Action timeline

January 21, 2010 – The Center filed a scientific petition with the U.S. Fish and Wildlife Service seeking Endangered Species Act protection for the northern long-eared bat and the eastern small-footed bat.

June 28, 2011 – The Service made a positive 90-day finding on the Center's petition to protect the northern long-eared bat and the eastern small-footed bat as "endangered."

July 12, 2011 – The Center reached a historic agreement with the Service requiring the agency to make initial or final decisions on whether to add hundreds of imperiled plants and animals to the endangered species list by 2018. The Service was obligated to make a decision on the petition to list the eastern small-footed bat and the northern long-eared bat in 2013.

January 15, 2013 – After pressure from industries and politicians critical of the Endangered Species Act, the Service issued an alternate proposal to protect the northern long-eared bat only as "threatened" rather than "endangered" and included a special rule that would continue to allow many activities that harm the bat, including logging.

October 1, 2013 – The Service proposed to protect the northern long-eared bat as endangered, but declined protection for the eastern small-footed bat. A final decision on the proposal was due 12 months later, in October 2014.

June 30, 2014 – In response to listing opponents, the Service decided to extend the period for final determination another six months to April 2015. Concurrently, the Service opened up a second round of public comments.

August 28, 2014 – Two dozen conservation and animal-welfare groups, including the Center, sent a letter urging the Service to complete its plan to protect the northern long-eared bat.

November 18, 2014 – In a highly unusual move, the Service reopened comments on the proposed listing of the northern long-eared bat for a third time. The Service cited the receipt of “additional information from state agencies,” which consisted of letters of opposition to the proposed endangered listing.

December 8, 2014 – Some of the world's leading bat biologists were among more than 80 scientists who sent a letter calling for the Fish and Wildlife Service and Interior Department to move forward with their proposal to give northern long-eared bats the full protection of the Endangered Species Act.

April 1, 2015 – The Service reversed course on its proposal to protect the northern long-eared bat as endangered, and instead lists the bat as threatened.
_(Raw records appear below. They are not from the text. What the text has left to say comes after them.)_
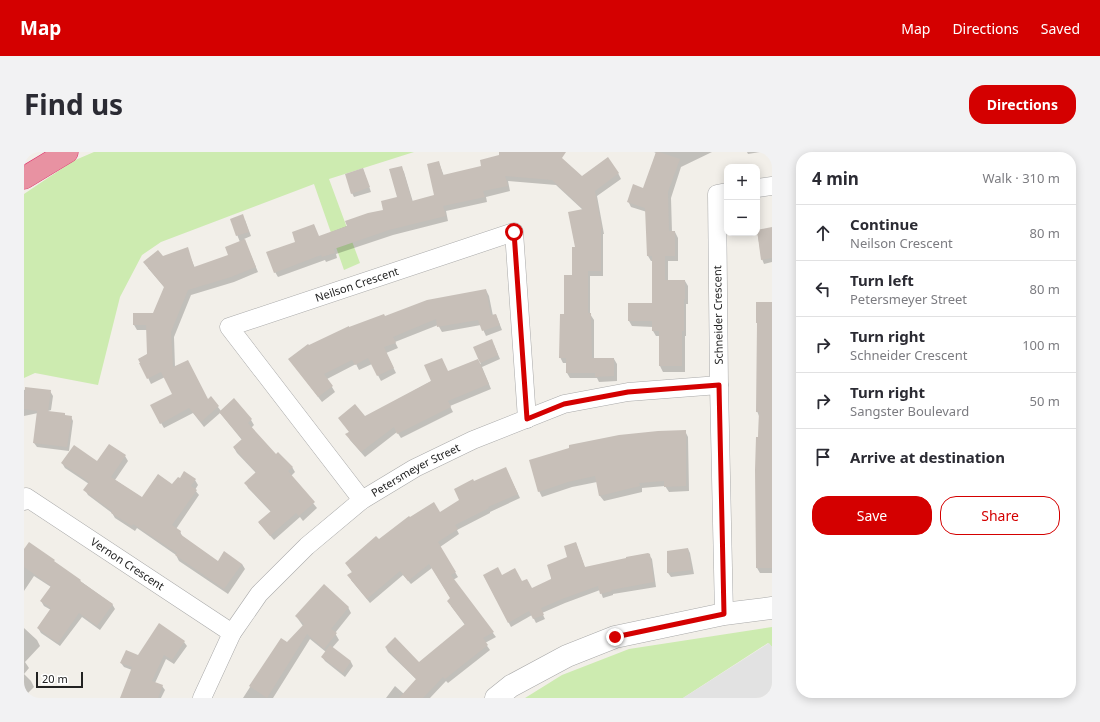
<!DOCTYPE html>
<meta charset="utf-8">
<style>
body{margin:0;font-family:"Noto Sans",sans-serif;background:#f2f2f3;color:#2b2b33}
.controls{position:absolute;right:12px;top:12px;display:grid;overflow:hidden;border-radius:8px;box-shadow:0 2px 10px #0003}
.controls button{width:36px;height:36px;display:grid;place-items:center;padding:0;border:0;border-bottom:1px solid #e1e1e2;background:#fff;color:#2b2b33;font:20px sans-serif}
.scale{position:absolute;left:12px;bottom:10px;width:47px;box-sizing:border-box;padding-left:4px;border:2px solid #222;border-top:0;font-size:11px;line-height:14px;white-space:nowrap;color:#222;-webkit-text-stroke:3px #fff;paint-order:stroke}
.stop{position:absolute;width:12px;height:12px;margin:-9px;border:3px solid #d40000;border-radius:50%;background:#fff}
.stop.end{background:#d40000;border-color:#fff;box-shadow:0 1px 4px #0008}
.list{margin:0;padding:0;list-style:none}
h2{display:flex;justify-content:space-between;align-items:center;height:52px;margin:0;padding:0 16px;font-size:17px}
h2 small{font-size:13px;font-weight:400;color:#7c7c81}
.list li{display:grid;grid-template-columns:26px 1fr auto;gap:12px;align-items:center;box-sizing:border-box;height:56px;padding:0 16px;border-top:1px solid #e1e1e2}
.list b{display:block;font-size:15px;white-space:nowrap}
.list p{margin:0;font-size:13px;white-space:nowrap;color:#7c7c81}
.list em{font-size:13px;font-style:normal;color:#7c7c81}
.actions{display:flex;gap:8px;padding:12px 16px}
.actions a{flex:1;padding:9px 0;border:1px solid #d40000;border-radius:16px;text-align:center;font-size:14px;color:#d40000}
.actions .main{background:#d40000;color:#fff}
.icon{flex:none;width:22px;height:22px;fill:none;stroke:currentColor;stroke-width:2;stroke-linecap:round;stroke-linejoin:round}
.map{position:relative;flex:none;width:748px;height:546px;overflow:hidden;border-radius:16px}
header{display:flex;align-items:center;gap:24px;box-sizing:border-box;height:56px;padding:0 20px;background:#d40000;color:#fff}
header strong{font-size:19px}
nav{display:flex;gap:22px;margin-inline-start:auto;font-size:14px}
.intro{display:flex;align-items:center;justify-content:space-between;box-sizing:border-box;height:96px;padding:0 24px}
h1{margin:0;font-size:28px}
.button{padding:10px 18px;border-radius:16px;background:#d40000;color:#fff;font-size:14px;font-weight:700}
main{display:flex;gap:24px;padding:0 24px}
aside{flex:1;background:#fff;border-radius:16px;box-shadow:0 2px 10px #0003}
.map>svg:first-child{display:block}
.grass{fill:#cdebb0}
.parking{fill:#e2e2e2}
.shadow{fill:#0003}
.building{fill:#c7bfb8}
.lines{fill:none;stroke-linecap:round;stroke-linejoin:round}
.minor-casing{stroke:#a9a9a9;stroke-width:19}
.tertiary-casing{stroke:#a9a9a9;stroke-width:23}
.motorway-casing{stroke:#dc2a67;stroke-width:23}
.minor{stroke:#fff;stroke-width:18}
.tertiary{stroke:#fff;stroke-width:22}
.motorway{stroke:#e892a2;stroke-width:22}
.route{stroke:#d40000;stroke-width:5}
.labels{text-anchor:middle;stroke-width:3;stroke-linejoin:round;paint-order:stroke}
.street-label{font-size:11px;fill:#222;stroke:#fff}
</style>
<header>
<strong>Map</strong>
<nav><a>Map</a><a>Directions</a><a>Saved</a></nav>
</header>
<div class="intro"><h1>Find us</h1><a class="button">Directions</a></div>
<main>
<div class="map">
<svg width="748" height="546" viewBox="0 0 748 546">
<rect width="100%" height="100%" fill="#f2efe9"/>
<g class="grass">
<path d="M70 0H390L305 27 336 111 320 118 290 32 137 90 118 103 96 145 74 233 11 221 0 226V42L49 9Z"/>
<path d="M748 475V495L744 491 659 546H501L538 523 605 497Z"/>
</g>
<path class="parking" d="M745 491 748 495V546H659Z"/>
<g class="shadow">
<path d="M476 0H493L558 25 594 21 597 27 573 44 580 82H579V124H566V162L570 168V207H590L593 212V229L575 230 573 226H546L543 221V211H539L536 205 542 163 549 124 552 96 559 58 532 33 484 29 486 39 462 45 463 50 422 59 424 69 369 83 312 102 313 106 302 110 301 108 254 125 251 120 295 85 361 59 374 45 377 15 380 20 389 50 411 44 415 11 420 24 458 15 476 4Z"/>
<path d="M630 0H688L657 15 647 46 648 80H651L654 86V109H644V129H661L664 134V152H662V184H661V220H639L636 214V184H632L629 179V175L608 174 605 169 629 152V109H627L624 104 623 60 607 55 604 49 620 38 632 1Z"/>
<path d="M723 0H736L724 2Z"/>
<path d="M742 0H748V4L745 5Z"/>
<path d="M339 17 347 40 330 45 328 41Z"/>
<path d="M207 68H221L227 84 220 87 234 120 210 130 167 143 150 185 151 215 184 248 187 246 197 259 227 268 230 273 227 276 252 303 268 315 271 320 267 324 293 356 279 369 276 365 250 388 235 371 247 360 224 336 222 331 232 321 213 301 210 296 218 288 196 261 180 275 169 261 140 276 137 271 150 243 141 225 127 232 115 207 124 202V178H113L110 173 130 162 141 136 124 116 139 105 163 97 171 116 206 104 216 90Z"/>
<path d="M748 76V110L740 112 738 107 733 79Z"/>
<path d="M462 138 465 144 469 164 472 163 478 178 462 184 457 173 418 180 414 173 371 190 374 196 362 201 372 221 357 229 348 212 335 218 332 212 303 227 311 240 298 250 269 212 285 194 325 177 361 165Z"/>
<path d="M748 172V421H736L733 416 735 264 733 259Z"/>
<path d="M470 193 476 207 458 215 467 237 426 254 429 260 377 286 373 280 341 305 326 288 323 282 340 266 424 220 454 208 456 212 457 211 451 196Z"/>
<path d="M5 237 26 239 29 244 27 258 21 260 47 265 49 269 45 299 13 295 10 291 14 261 0 264V238Z"/>
<path d="M661 279 664 285 665 339 645 340 641 334 618 336V340L580 349 576 344 573 330 548 335 518 345 515 339Z"/>
<path d="M101 304 104 309 91 328 118 346 149 334 171 328 174 333 171 338 175 343 152 377 156 380 159 385 194 410 218 412 221 417 204 442 155 409 152 403 113 376 111 379 91 366 88 361 64 343 61 338 65 332 41 316 38 311H74Z"/>
<path d="M484 321 496 346 466 360V361L433 378 435 382 416 395 434 425 429 428 472 485 461 491 466 498 424 531 422 529 406 546H362L371 534 380 542 393 528 364 500 362 496 395 512 441 473 427 454V447L408 416 387 432 379 423 346 451 327 428 328 420 322 411 355 388 416 361 437 348 450 330Z"/>
<path d="M552 391 561 416 625 403 628 407 632 435 589 442V443L579 446 576 438 541 451 518 461 521 467 512 471 508 463 487 475 460 424H478L498 430 508 437 528 428 544 405Z"/>
<path d="M5 392 88 452 91 457 76 478 58 465 36 494 17 481 14 476 27 458 20 454 17 449 27 435 10 424 0 439V399Z"/>
<path d="M664 397 666 401 670 422 647 425 644 421V400Z"/>
<path d="M324 455 327 461 311 481 315 488 308 496 327 510 329 514 321 525 301 509 298 505 302 500 286 487 249 546H219L257 487 264 491 279 474 272 464Z"/>
<path d="M0 476 13 488 16 494 1 510 5 516 0 522Z"/>
<path d="M160 490 163 494 150 512 142 507 131 531 138 534 141 538 137 546H97L108 518 100 515 97 511 114 504Z"/>
<path d="M0 522 7 529 10 535 0 545Z"/>
</g>
<g class="building">
<path d="M475 0H542L538 6 558 24 584 5 595 21 571 39 578 77H577V119H564V161H567L568 206H590V224L571 225V221H542V206H535L536 162H540V123H548V95H551L544 60 559 57 528 28 481 24 484 34 459 39 461 45 419 54 422 64 365 78 310 97 311 101 298 105 297 103 250 121 242 100 271 90 268 80 290 72 295 84 323 74 321 69 344 61 359 58 357 49 373 45 365 17 378 14 388 49 410 43 403 12 415 9 419 23 457 14 456 8 475 3Z"/>
<path d="M632 0H635L656 7 644 40 645 79H651V104H641V128H661V147H660V179H658V214H635V179H628V169H604V151H628V104H623L621 56 603 50 609 32 619 36Z"/>
<path d="M339 16 346 35 327 42 321 22Z"/>
<path d="M219 62 225 80 212 84 206 67Z"/>
<path d="M748 75V106L737 108 733 78Z"/>
<path d="M221 87 232 115 207 125 164 138 147 180 149 215 164 208 184 247 187 244 195 254 177 270 165 256 136 272 126 253 148 242 137 220 123 227 115 211H116L114 207 123 202 122 173H109V161H129L140 135 119 110 134 98 139 104 164 95 170 115 204 103 201 95Z"/>
<path d="M462 137 467 163 472 162 476 173 458 179 454 168 413 175 412 167 369 185 372 191 360 195 370 216 353 224 344 206 331 213 328 208 300 222 309 234 294 245 264 207 284 192 285 193 325 174V175L360 162 361 164 403 148Z"/>
<path d="M732 150H748V416H732V410L731 318 732 285H734L735 260H732L733 171H732Z"/>
<path d="M468 187 474 203 456 211 449 195Z"/>
<path d="M418 206 424 219 454 207 465 232 424 249 427 255 373 282 370 275 337 300 321 282 325 280 314 266 331 252 341 264 407 229 400 213Z"/>
<path d="M1 235 27 238 24 259 41 261V263L48 264 43 295 9 291 13 259 0 257Z"/>
<path d="M210 246 228 267 224 271 252 302 254 300 269 315 264 319 291 350 275 364 272 361 246 384 234 370 247 359 220 331 232 320 209 295 218 287 195 260Z"/>
<path d="M662 278V334L640 335V329L615 331 616 334 575 344 571 324 544 330 514 340 505 308 545 296V293L595 283 634 279Z"/>
<path d="M85 292 102 303 87 325 118 345 134 322 148 332 154 325 156 326 160 319 172 327 167 334 173 338 148 373 157 379 156 382 194 409 200 399 218 412 200 437 151 403 153 401 109 372 108 374 87 361 88 359 59 338 65 330 37 311 50 293 73 309Z"/>
<path d="M482 315 494 342 464 355 465 356 431 373 434 377 414 390 432 420 427 423 470 480 459 486 464 493 421 527 419 525 399 546H375L392 527 361 495 371 485 395 510 441 472 423 449 426 446 405 412 384 429 376 419 343 447 323 423 328 420 321 411 352 384 355 387 385 364 386 365 410 350 416 360 435 348 430 337 449 327 450 329Z"/>
<path d="M5 390 31 408 30 409 57 428 56 429 89 452 73 474 55 461 34 491 13 476 27 456 16 449 27 434 0 415V397Z"/>
<path d="M552 390 561 415 602 406V405L624 401 626 402 630 430 587 438 588 439 576 442 574 434 538 447 517 456 520 463 509 467 505 459 484 471 459 423 474 415 478 423 491 416 498 429 503 427 508 436 527 427V426L523 413 543 405 540 394Z"/>
<path d="M664 396 668 418 643 421V399Z"/>
<path d="M300 432 325 455 307 477 313 481 300 497 283 482 243 546 225 534 257 486 263 490 280 472 271 464Z"/>
<path d="M135 471 161 489 148 508 140 503 128 529 139 533 134 546H96L108 515 96 511 102 498 114 503Z"/>
<path d="M306 493 327 509 319 521 297 505Z"/>
</g>
<g class="lines">
<defs>
<g id="minor">
<path d="M733 36 748 34"/>
<path id="s1" d="M338 348 205 175 490 80 503 267"/>
<path id="s2" d="M0 349 2 345 208 481"/>
<path d="M700 462 695 233 693 42 703 40"/>
<path id="s3" d="M178 546 208 481 235 442 283 394 338 348 391 316 449 288 540 252 604 240 695 233"/>
</g>
<path id="tertiary" d="M472 546 487 534 543 504 591 485 700 462 748 456"/>
<path id="motorway" d="M0 26 43 0"/>
</defs>
<use href="#minor" class="minor-casing"/>
<use href="#tertiary" class="tertiary-casing"/>
<use href="#motorway" class="motorway-casing"/>
<use href="#minor" class="minor"/>
<use href="#tertiary" class="tertiary"/>
<use href="#motorway" class="motorway"/>
</g>
<g class="lines">
<path class="route" d="M490 80 503 267 540 252 604 240 695 233 700 462 591 485"/>
</g>
<g class="labels">
<g class="street-label">
<text dy="4" stroke="none"><textPath href="#s1" startOffset="353">Neilson Crescent</textPath></text>
<text transform="translate(694 163) rotate(-91)" y="4">Schneider Crescent</text>
<text dy="4" stroke="none"><textPath href="#s3" startOffset="320">Petersmeyer Street</textPath></text>
<text dy="4" stroke="none"><textPath href="#s2" startOffset="126">Vernon Crescent</textPath></text>
</g>
</g>
</svg>
<div class="controls">
<button>+</button>
<button>−</button>
</div>
<div class="scale">20 m</div>
<div class="stop" style="left:490px;top:80px"></div>
<div class="stop end" style="left:591px;top:485px"></div>
</div>
<aside>
<h2>4 min<small>Walk · 310 m</small></h2>
<ul class="list">
<li><svg class="icon" aria-label="ahead" viewBox="0 0 24 24"><path d="M12 20V5M6 11l6-6 6 6"/></svg><div><b>Continue</b><p>Neilson Crescent</p></div><em>80 m</em></li>
<li><svg class="icon" aria-label="left" viewBox="0 0 24 24"><path d="M17 20v-9H6M10 6l-5 5 5 5"/></svg><div><b>Turn left</b><p>Petersmeyer Street</p></div><em>80 m</em></li>
<li><svg class="icon" aria-label="right" viewBox="0 0 24 24"><path d="M7 20v-9h11M14 6l5 5-5 5"/></svg><div><b>Turn right</b><p>Schneider Crescent</p></div><em>100 m</em></li>
<li><svg class="icon" aria-label="right" viewBox="0 0 24 24"><path d="M7 20v-9h11M14 6l5 5-5 5"/></svg><div><b>Turn right</b><p>Sangster Boulevard</p></div><em>50 m</em></li>
<li><svg class="icon" aria-label="arrive" viewBox="0 0 24 24"><path d="M6 21V4h12l-3 4 3 4H6"/></svg><div><b>Arrive at destination</b></div></li>
</ul>
<div class="actions"><a class="main">Save</a><a>Share</a></div>
</aside>
</main>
It also issued an “interim final rule” that exempts most logging from the prohibitions of the Endangered Species Act throughout the species' range.

September 22, 2015 – The Center for Biological Diversity, Coal River Mountain Watch, the Ohio Valley Environmental Coalition and the Sierra Club filed a formal notice of intent to sue the Office of Surface Mining Reclamation and Enforcement and the U.S. Fish and Wildlife Service for their failure to protect northern long-eared bats at two proposed mountaintop-removal coal mines in West Virginia.

January 15, 2015 – After pressure from industries and politicians critical of the Endangered Species Act, the Service issued an alternate proposal to protect the northern long-eared bat only as "threatened" rather than "endangered" and included a special rule that would continue to allow many activities that harm the bat, including logging.

January 13, 2016 – The Service expanded and finalized the special rule (first proposed in 2015) dictating that logging, energy development, and other bat habitat-harming activities (normally prohibited under the Endangered Species Act) would be allowed.

February 12, 2016 – The Center and three other conservation groups filed a formal notice of intent to sue the Service for authorizing logging and widespread destruction of habitat for northern long-eared bats.

April 25, 2016 – The Service announced that it would not protect any of critical habitat for northern long-eared bats, saying it would not be “prudent” for the species.

December 2016 – The Service announced its consideration of an application from nine oil and gas companies that would allow them to avoid liability under the Endangered Species Act for killing and harming bats in Ohio, Pennsylvania and West Virginia over the next 50 years — including the federally protected Indiana bat and northern long-eared bat, as well as three species proposed for protections: the little brown bat, eastern small-footed bat and tri-colored bat.